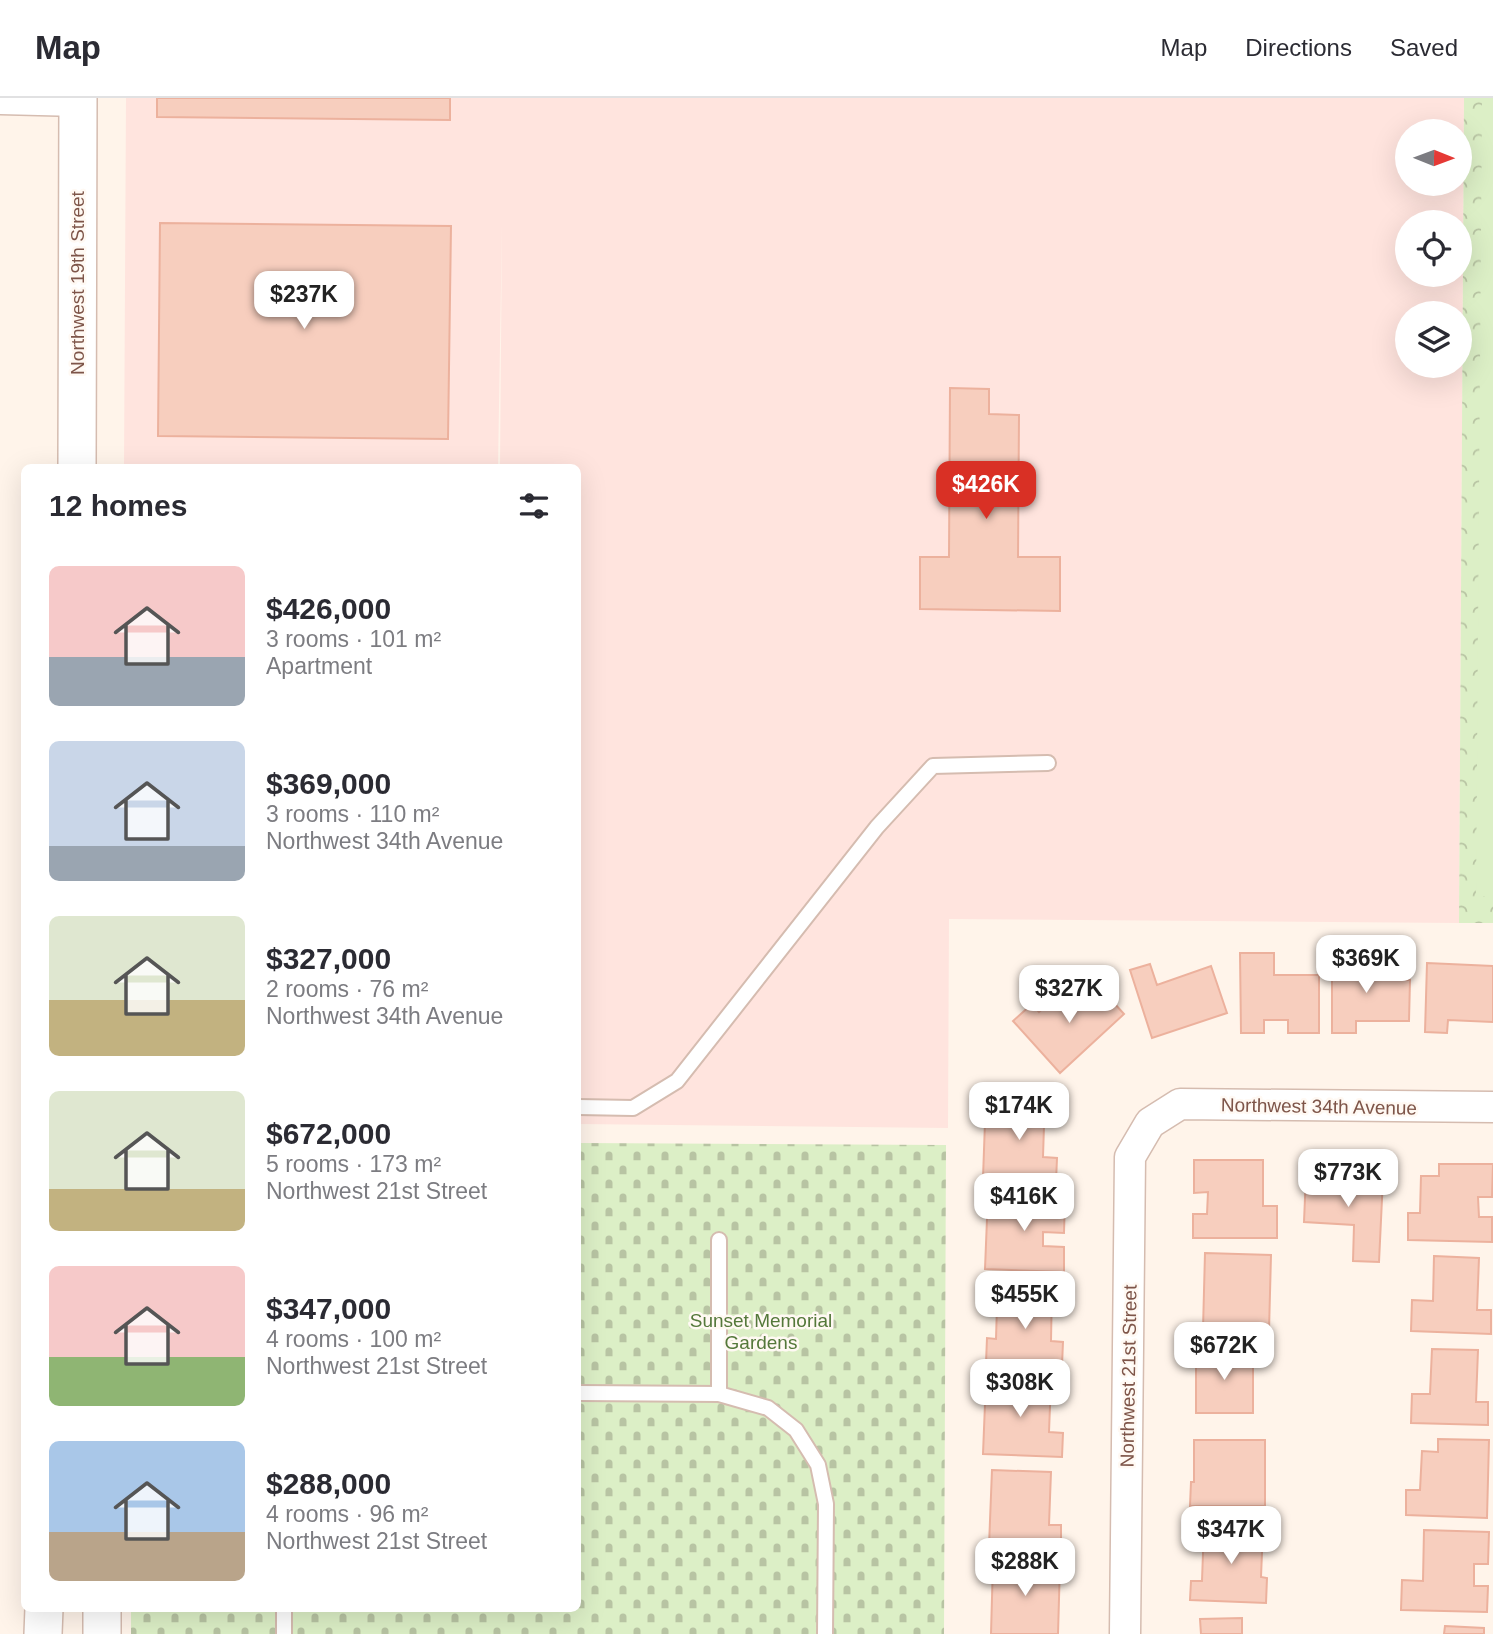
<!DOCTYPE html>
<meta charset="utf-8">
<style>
:root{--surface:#fff;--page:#f2f2f3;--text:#2b2b33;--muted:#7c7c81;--line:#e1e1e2;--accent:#d93025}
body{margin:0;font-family:Arial,sans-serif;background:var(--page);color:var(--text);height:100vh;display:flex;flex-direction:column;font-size:26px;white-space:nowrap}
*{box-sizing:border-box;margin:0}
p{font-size:23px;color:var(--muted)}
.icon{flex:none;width:38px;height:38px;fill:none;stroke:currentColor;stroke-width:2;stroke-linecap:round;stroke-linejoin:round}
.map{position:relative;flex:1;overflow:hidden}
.details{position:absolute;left:21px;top:366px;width:560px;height:1148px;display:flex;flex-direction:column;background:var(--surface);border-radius:10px;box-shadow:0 7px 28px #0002}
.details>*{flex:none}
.needle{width:46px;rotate:91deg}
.controls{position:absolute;left:1395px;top:21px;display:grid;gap:14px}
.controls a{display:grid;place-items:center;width:77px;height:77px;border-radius:50%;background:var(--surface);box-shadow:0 7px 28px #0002;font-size:35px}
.price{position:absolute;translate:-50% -60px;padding:0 16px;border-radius:14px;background:#fff;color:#222;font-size:23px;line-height:46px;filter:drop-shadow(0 2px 4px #0008)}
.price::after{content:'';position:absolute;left:50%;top:42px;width:21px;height:16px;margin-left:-10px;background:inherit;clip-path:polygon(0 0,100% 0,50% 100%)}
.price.active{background:var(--accent);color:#fff}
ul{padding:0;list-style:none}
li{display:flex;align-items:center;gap:21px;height:175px;padding:0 28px}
li span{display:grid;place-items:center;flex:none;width:196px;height:140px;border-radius:10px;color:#555}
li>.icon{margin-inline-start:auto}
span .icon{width:84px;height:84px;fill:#fffc;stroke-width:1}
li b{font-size:30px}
h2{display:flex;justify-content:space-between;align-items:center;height:84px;padding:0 28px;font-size:30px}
header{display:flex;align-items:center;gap:42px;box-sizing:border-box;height:98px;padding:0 35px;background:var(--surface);border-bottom:2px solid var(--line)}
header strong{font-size:33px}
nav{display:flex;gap:38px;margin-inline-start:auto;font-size:24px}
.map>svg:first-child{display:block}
.commercial{fill:#ffe4de;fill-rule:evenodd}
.cemetery{fill:url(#cemetery-stones)}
.park{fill:url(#park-crowns)}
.pitch{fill:#dcefc6}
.building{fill:#f7cebe;stroke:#ecb19d;stroke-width:2}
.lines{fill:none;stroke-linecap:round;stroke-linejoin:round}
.service-casing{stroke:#d5bcb0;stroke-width:18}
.minor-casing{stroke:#d5bcb0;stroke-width:33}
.tertiary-casing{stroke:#d5bcb0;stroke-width:40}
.service{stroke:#fff;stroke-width:14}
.minor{stroke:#fff;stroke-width:30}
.tertiary{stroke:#fff;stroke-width:37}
.labels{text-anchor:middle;stroke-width:5;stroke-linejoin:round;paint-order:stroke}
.street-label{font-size:19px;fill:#7e5549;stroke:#fff9f3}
.park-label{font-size:19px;fill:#54783a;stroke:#fff9f3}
</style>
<header>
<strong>Map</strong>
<nav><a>Map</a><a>Directions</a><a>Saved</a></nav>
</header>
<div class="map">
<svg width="1493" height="1536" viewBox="0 0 1493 1536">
<defs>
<pattern id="cemetery-stones" width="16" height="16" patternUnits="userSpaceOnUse" patternTransform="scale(1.75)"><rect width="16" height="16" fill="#dcefc6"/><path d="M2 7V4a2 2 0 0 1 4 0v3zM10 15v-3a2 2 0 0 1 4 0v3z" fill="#b8c4a3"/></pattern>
<pattern id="park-crowns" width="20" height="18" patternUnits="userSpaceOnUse" patternTransform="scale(1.75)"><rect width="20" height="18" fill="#dcefc6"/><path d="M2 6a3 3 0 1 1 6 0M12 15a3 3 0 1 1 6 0" fill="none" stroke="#b8c4a3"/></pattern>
</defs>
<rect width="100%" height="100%" fill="#fff4ea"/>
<path class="commercial" d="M126,0H1464L1459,825L949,821L948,1030L578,1026V369H500L502,126L498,369H124ZM1407,33H1460V86H1407ZM1407,124H1460V177H1407ZM1407,215H1460V268H1407Z"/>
<path class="cemetery" d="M578,1045L946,1047L944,1536H131V1510H578Z"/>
<path class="park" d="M1464,0H1493V825H1459Z"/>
<path class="pitch" d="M1482,0H1493V798H1476Z"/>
<path class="building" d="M157,0H450V22L157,19Z
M160,125L451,128L448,341L158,338Z
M950,290L989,291V316L1019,317L1018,459H1060V513L920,511V459H949Z
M1240,855H1274V877H1319V935H1288V922H1264V935H1241Z
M1332,857H1358V871H1391V882H1410L1409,923H1356V935H1332Z
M1427,865L1493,868V924L1448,922L1447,935L1425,934Z
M1150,866L1157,887L1211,868L1227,915L1152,940L1130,872Z
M1095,884L1124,916L1060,975L1013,923L1032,906L1039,914L1063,892L1073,904Z
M1005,995L1045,996L1043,1059L1057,1060L1056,1084L983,1080L985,1024H1004Z
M1194,1062H1263V1108H1277V1140H1193V1116H1207L1208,1094L1194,1095Z
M1439,1066H1493L1492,1099H1478L1479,1119H1492V1144L1408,1142V1115H1420L1421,1078H1439Z
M1306,1076L1383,1080L1379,1164L1353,1163L1354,1127L1304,1124Z
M988,1096L1065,1098L1064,1135L1043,1134V1148L1064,1149V1174L985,1171Z
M1205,1155L1271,1157L1269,1233L1203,1231Z
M1434,1158L1479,1160L1477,1212H1491V1236L1411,1233L1412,1202L1433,1203Z
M1012,1189L1052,1190L1051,1243L1063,1244L1062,1267L986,1265L987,1240L996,1241L997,1207H1012Z
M1432,1251L1478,1252L1476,1304H1488V1327L1411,1325L1412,1296H1430Z
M1196,1253H1253V1315H1196Z
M986,1281L1051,1283L1049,1334L1063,1335L1062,1359L983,1356Z
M1438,1341L1489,1342L1487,1420L1406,1417V1392H1420L1422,1353L1438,1354Z
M1194,1342H1265V1408H1190L1191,1384H1194Z
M992,1372L1051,1374L1049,1427H1061V1450L989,1448Z
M1204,1428L1263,1430L1261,1479L1267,1480L1266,1505L1190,1502L1191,1483H1202Z
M1424,1432L1489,1434L1488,1466H1474V1488H1488L1487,1514L1401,1512L1402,1482L1423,1483Z
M993,1464L1060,1466L1058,1536H991Z
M1242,1520V1536H1201L1200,1521Z
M1445,1528L1484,1530V1536H1444Z"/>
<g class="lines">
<defs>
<path id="service" d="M578,1009L633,1010L677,983L877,729L933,668L1048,665
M578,1295L719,1296V1142
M719,1296L768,1310L796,1332L818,1367L826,1406L825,1536
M284,1536V1510"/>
<path id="minor" d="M0,1L78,3
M1125,1536L1130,1059L1150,1025L1180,1006L1493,1009"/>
<path id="tertiary" d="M77,369L78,0
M102,1510V1536
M43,1536L44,1510"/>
</defs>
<use href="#service" class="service-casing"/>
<use href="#minor" class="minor-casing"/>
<use href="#tertiary" class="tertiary-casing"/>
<use href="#service" class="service"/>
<use href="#minor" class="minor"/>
<use href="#tertiary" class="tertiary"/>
</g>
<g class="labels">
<g class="street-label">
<text transform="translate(77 185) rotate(-90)" y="7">Northwest 19th Street</text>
<text transform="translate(1319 1008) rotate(1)" y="7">Northwest 34th Avenue</text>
<text transform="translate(1128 1278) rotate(-89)" y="7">Northwest 21st Street</text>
</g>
<g class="park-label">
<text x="761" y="1229">Sunset Memorial<tspan x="761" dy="22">Gardens</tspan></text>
</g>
</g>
</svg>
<div class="controls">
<a><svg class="needle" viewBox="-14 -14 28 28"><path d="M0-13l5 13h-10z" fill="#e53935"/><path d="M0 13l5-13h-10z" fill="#7c7c81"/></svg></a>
<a><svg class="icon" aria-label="locate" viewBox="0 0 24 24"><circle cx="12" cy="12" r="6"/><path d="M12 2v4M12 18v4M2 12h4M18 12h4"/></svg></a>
<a><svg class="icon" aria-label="layers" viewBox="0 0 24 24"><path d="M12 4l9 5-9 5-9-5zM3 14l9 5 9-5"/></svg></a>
</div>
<b class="price" style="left:304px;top:233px">$237K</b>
<b class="price active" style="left:986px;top:423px">$426K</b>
<b class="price" style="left:1366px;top:897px">$369K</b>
<b class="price" style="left:1069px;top:927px">$327K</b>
<b class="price" style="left:1019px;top:1044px">$174K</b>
<b class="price" style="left:1348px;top:1111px">$773K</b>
<b class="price" style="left:1024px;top:1135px">$416K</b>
<b class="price" style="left:1025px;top:1233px">$455K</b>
<b class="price" style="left:1224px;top:1284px">$672K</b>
<b class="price" style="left:1020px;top:1321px">$308K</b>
<b class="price" style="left:1231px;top:1468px">$347K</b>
<b class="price" style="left:1025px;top:1500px">$288K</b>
<section class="details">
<h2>12 homes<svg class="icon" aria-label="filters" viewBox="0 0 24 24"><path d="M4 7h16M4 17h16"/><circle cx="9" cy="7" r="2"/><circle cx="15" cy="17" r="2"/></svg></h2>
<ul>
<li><span style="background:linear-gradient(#f6c9c9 65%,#9aa5b1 0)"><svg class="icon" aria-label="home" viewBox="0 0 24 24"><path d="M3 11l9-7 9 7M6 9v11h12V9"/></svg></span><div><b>$426,000</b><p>3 rooms · 101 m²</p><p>Apartment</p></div></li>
<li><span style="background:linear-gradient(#c9d6e8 75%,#9aa5b1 0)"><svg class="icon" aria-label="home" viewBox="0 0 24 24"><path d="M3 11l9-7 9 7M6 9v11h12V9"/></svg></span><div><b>$369,000</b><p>3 rooms · 110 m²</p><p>Northwest 34th Avenue</p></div></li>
<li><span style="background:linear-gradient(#dfe7d0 60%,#c2b280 0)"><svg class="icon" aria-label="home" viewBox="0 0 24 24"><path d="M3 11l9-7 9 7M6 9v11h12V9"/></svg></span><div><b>$327,000</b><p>2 rooms · 76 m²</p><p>Northwest 34th Avenue</p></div></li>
<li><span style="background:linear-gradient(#dfe7d0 70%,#c2b280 0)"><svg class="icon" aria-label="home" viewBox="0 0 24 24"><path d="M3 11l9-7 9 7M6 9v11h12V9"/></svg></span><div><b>$672,000</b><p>5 rooms · 173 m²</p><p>Northwest 21st Street</p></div></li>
<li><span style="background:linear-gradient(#f6c9c9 65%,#8fb573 0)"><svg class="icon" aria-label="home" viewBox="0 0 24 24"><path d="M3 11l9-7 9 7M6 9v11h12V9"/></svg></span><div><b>$347,000</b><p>4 rooms · 100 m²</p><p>Northwest 21st Street</p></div></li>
<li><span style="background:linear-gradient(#a9c7e8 65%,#b9a48a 0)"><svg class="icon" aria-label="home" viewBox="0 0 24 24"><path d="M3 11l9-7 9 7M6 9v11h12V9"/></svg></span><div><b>$288,000</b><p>4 rooms · 96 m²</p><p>Northwest 21st Street</p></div></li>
</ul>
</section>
</div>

▶ EXERCISE
Report each line of the data that includes the string "column".

▶ RESULT OF THIS TASK
body{margin:0;font-family:Arial,sans-serif;background:var(--page);color:var(--text);height:100vh;display:flex;flex-direction:column;font-size:26px;white-space:nowrap}
.details{position:absolute;left:21px;top:366px;width:560px;height:1148px;display:flex;flex-direction:column;background:var(--surface);border-radius:10px;box-shadow:0 7px 28px #0002}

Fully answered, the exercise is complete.